PKK ülkemizi bölmek ve ayrı bir devlet kurmak üzere 1984 yılında saldırıya geçti. Zaman içinde buna gücünün yetmeyeceğini görünce, stratejisini değiştirdi.
Yeni stratejiye göre;
1. Terör yine devam edecek,
2. Etnik temelde siyasallaşmaya, kadrolaşmaya ve uluslararısılaşmaya çalışılacak,
3. AB ve terör baskısı yoluyla; yerel yönetimlerin yetkisinin artırılması, yerel dillerden yayın, eğitim, öğretim ve af gibi tavizler koparılarak, etnik kimlik bilinci güçlendirilecek,
4. Üniter yapı içinde iki dilli-iki kimlikli bir ortak rejime geçilerek, egemenlik ve ekonomiden pay alınacak, meşrulaşma ve güçlenme sağlanacak,
5. Günü geldiğinde de, ayrılıp Barzani devletiyle birleşilecek.
Bu stratejiye göre örgütün gözünde bölmek, “sebep”, terör “sonuç”tur. Demek ki, “Sebep-Sonuç” ilişkisi böyle. “Sonuç” denilen terörün durması, “sebep” denilen, önce ortaklık yoluyla devletin, sonra da vatanın ve milletin bölünmesine bağlıdır.
PKK, bin yıllık kardeşliği, bir olan milleti ve egemenliği bölmeyi bir hak olarak görüyor. Bu amaçla; benzerine dünyanın hiçbir demokratik ülkesinde rastlanmayan, tarihimizde emsali bulunmayan, bilimin tehlikeli, dinimizin de haram saydığı etnik/ırk davası uğruna kardeşlerine vahşet uyguluyor.
Bilinen bu açık gerçek karşısında, siyasi iktidar ne yapmalıdır? Hiç şüphe yok ki, öncelikle vatandaşının can ve mal güvenliğini, ülkesinin huzurunu ve bütünlüğünü koruyacak ve kanun hakimiyetini sağlayacak acil tedbirleri alacaktır. Bunun için de, her devletin yaptığı gibi, meşru tüm imkanları kullanarak terörü etkisiz hale getirecektir. Bu görev devlet olmanın, diğer ifadesiyle hükümranlık ve meşru savunma hakkının gereğidir.

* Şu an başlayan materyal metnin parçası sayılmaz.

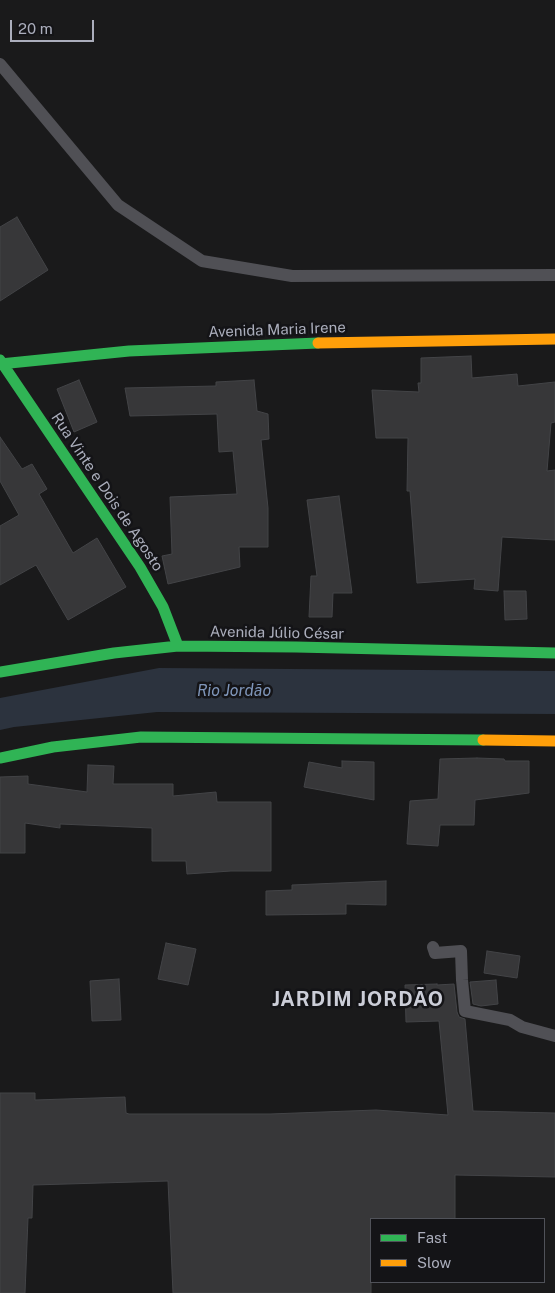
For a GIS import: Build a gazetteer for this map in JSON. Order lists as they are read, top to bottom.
{
  "streets": {
    "street": ["Avenida Maria Irene", "Rua Vinte e Dois de Agosto", "Avenida Júlio César"]
  },
  "crossings": [
    ["Avenida Maria Irene", "Rua Vinte e Dois de Agosto"],
    ["Rua Vinte e Dois de Agosto", "Avenida Júlio César"]
  ],
  "districts": ["JARDIM JORDÃO"],
  "water": ["Rio Jordão"],
  "legend": ["Fast", "Slow"],
  "scale_bar": "20 m"
}
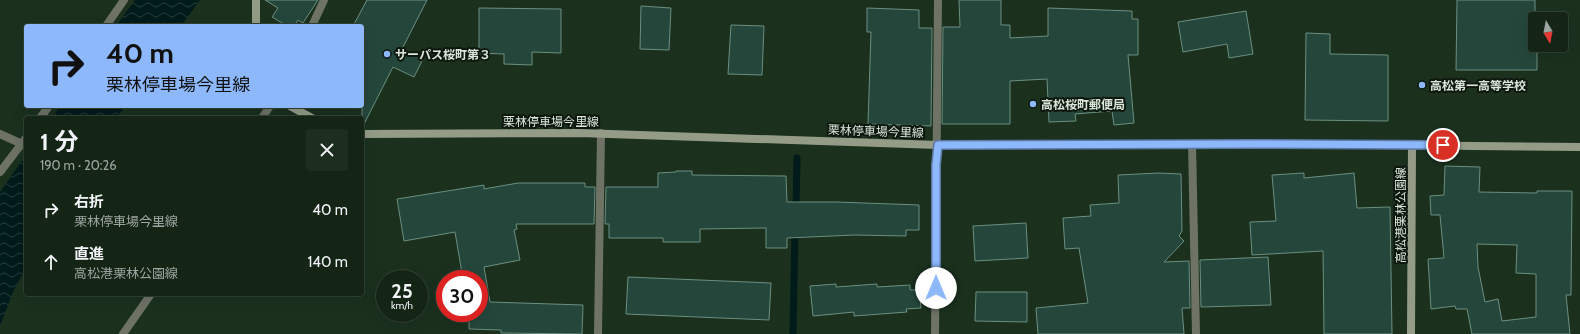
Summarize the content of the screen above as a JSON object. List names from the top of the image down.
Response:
{
  "streets": {
    "main road": ["栗林停車場今里線", "高松港栗林公園線"]
  },
  "crossings": [
    ["栗林停車場今里線", "高松港栗林公園線"]
  ],
  "places": ["サーパス桜町第３", "高松第一高等学校", "高松桜町郵便局"],
  "north": "bottom",
  "page": {
    "turn": ["40 m", "栗林停車場今里線"],
    "heading": ["1 分", "190 m · 20:26"],
    "list": [
      {
        "name": "右折",
        "note": "栗林停車場今里線",
        "value": "40 m"
      },
      {
        "name": "直進",
        "note": "高松港栗林公園線",
        "value": "140 m"
      }
    ],
    "speed": "25 km/h",
    "limit": "30"
  }
}
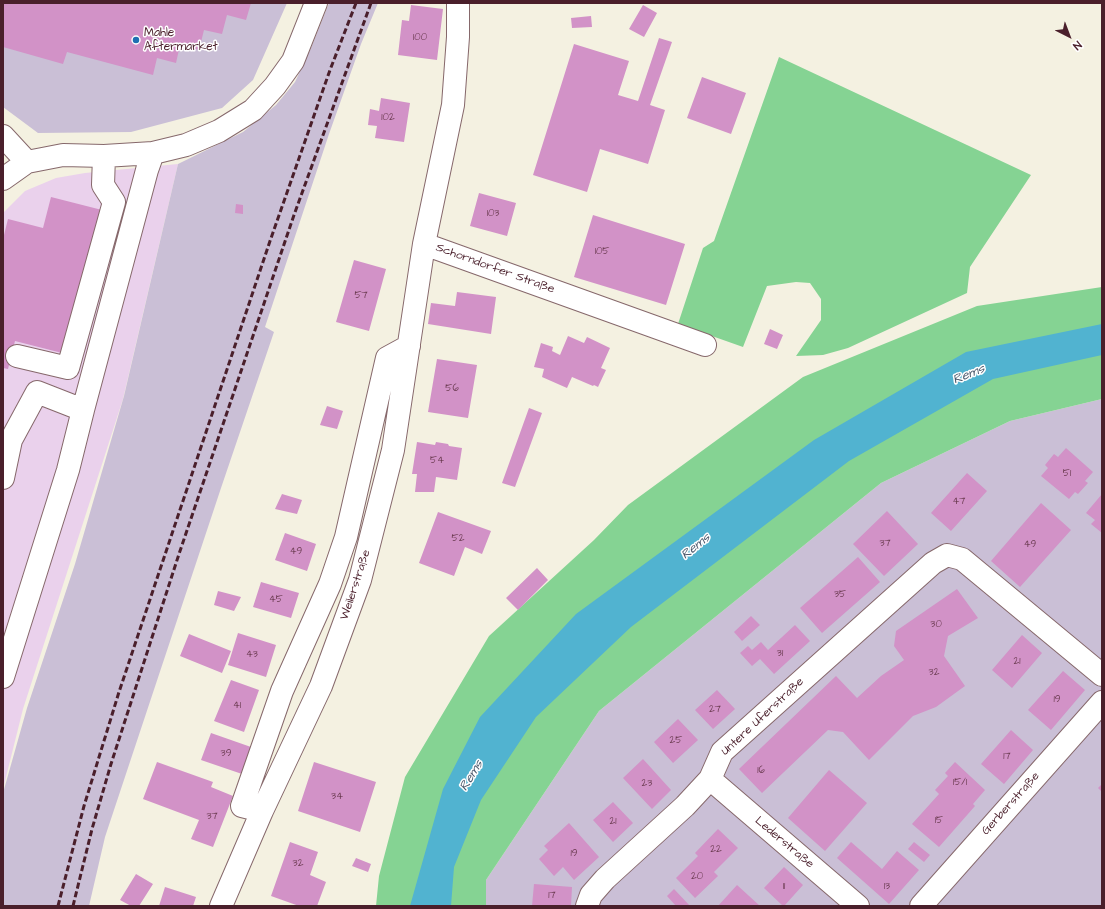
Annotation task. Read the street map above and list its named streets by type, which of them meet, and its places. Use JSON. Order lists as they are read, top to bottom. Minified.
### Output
{"streets":{"street":["Schorndorfer Straße","Weilerstraße","Untere Uferstraße","Gerberstraße","Lederstraße"]},"crossings":[["Schorndorfer Straße","Weilerstraße"],["Untere Uferstraße","Lederstraße"]],"water":["Rems"],"places":["Mahle Aftermarket"],"house_numbers":["100","102","103","105","57","56","54","51","47","52","37","49","49","35","45","30","31","43","21","32","19","41","27","25","39","17","16","15/1","23","34","37","15","21","22","19","32","20","11","13","17"],"north":"bottom right"}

Peki bu kutsal görev, bizde böyle mi yapılıyor? Bunun cevabı, maalesef hayırdır. Nitekim Başbakan ve İçişleri Bakanı, “Biz bütün dünyaya da örnek olacak Türkiye modelini ortaya koyacağız” demek suretiyle, dünyanın bildiğinin dışında bir yola girildiğini açıklıyor.
İşte “Kürt açılımı” denilen de budur. Başbakan’ın “Kürt açılımı”nı hızlandırıyoruz. Bu maksatla İçişleri Bakanımı görevlendirdim. Esasen biz bu süreci 2002’den itibaren başlatmıştık “ söylemi, bu açıdan çok önemlidir.

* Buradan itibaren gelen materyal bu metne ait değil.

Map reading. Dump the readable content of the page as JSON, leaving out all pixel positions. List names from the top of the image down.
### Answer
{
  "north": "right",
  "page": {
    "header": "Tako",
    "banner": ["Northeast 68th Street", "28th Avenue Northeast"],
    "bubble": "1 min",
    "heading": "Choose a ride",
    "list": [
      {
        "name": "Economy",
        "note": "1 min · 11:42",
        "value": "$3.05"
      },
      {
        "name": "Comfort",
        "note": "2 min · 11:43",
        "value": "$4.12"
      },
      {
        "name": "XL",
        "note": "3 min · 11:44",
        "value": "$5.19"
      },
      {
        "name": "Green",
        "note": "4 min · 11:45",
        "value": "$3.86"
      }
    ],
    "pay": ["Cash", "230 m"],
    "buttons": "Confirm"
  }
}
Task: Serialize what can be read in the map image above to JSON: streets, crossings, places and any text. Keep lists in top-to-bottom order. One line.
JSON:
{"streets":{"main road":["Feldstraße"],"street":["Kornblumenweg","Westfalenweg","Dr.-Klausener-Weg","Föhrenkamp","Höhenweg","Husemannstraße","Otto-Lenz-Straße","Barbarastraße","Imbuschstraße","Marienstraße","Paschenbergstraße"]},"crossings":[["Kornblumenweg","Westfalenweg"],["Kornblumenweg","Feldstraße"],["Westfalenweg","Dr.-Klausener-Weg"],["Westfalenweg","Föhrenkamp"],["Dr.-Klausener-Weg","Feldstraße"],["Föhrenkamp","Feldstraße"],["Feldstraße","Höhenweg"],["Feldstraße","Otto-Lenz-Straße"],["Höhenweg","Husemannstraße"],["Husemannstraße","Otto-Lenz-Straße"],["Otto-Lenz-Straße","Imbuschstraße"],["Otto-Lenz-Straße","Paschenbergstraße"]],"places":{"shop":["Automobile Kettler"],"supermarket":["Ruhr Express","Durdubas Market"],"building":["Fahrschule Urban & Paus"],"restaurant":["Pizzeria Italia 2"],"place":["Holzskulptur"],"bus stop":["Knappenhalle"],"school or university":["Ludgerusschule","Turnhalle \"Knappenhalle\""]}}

“Türkiye modeli”ni daha da açık olarak görmek için;
-2002’de başlayan düzenlemelerle, hızlandırılmış, Başbakan’ın anayasa değişikliklerini de içereceğini söylediği “Kürt açılımı” paketlerinde yer alan hususların bir listesi yapılmalı.
-AB-Öcalan-PKK isteklerinin bir listesi daha yapılmalı.
-Sonra bu iki liste madde madde karşılaştırılmalı.
Eğer karşımıza tam bir uyum çıkıyorsa, mesele aydınlanıyor, teröre teröristin gözüyle bakılıyor demektir.
Dersim tertibi
TBMM’de “Kürt açılımı”nın görüşülmesi sırasında, konuşan Onur Öymen, iktidarın “Analar ağlamasın” söyleminin arkasına sığınarak terör örgütünün isteklerini bir bir yerine getirdiğinden bahsederek, buna terörle mücadele denemez, bu teröre teslim olmaktır diyor.
Öymen’in, yakın tarihimizden bazı savaşlar ve iç isyanlardan örnekler verirken de, Dersim’in adını söylemesi, her olayda maalesef çok şehitler verdik, analar ağladı, ama devlet düşmanlarıyla ve isyancılarla mücadele etti demesi, ortalığı karıştırdı. Sanki bir yerlerden düğmeye basılmış gibi.
” Kürt açılımı “ndan sonra ” Alevi açılımı “nın gündeme gelmesi, DTP’lilerin davetiyle Tunceli’ye giden Cumhurbaşkanı Gül’ün, Tunceli’nin adının Dersim yapılması için referanduma gidilebileceğini söylemesi, Avrupa Parlamentosunda ” Dersim soykırım “ konferanslarının düzenlenmesi, AB’nin ” Dersim soykırımı “ndan bahsetmesi, yeni bir ayrımcılık kapanının kurulduğuna işaret ediyor.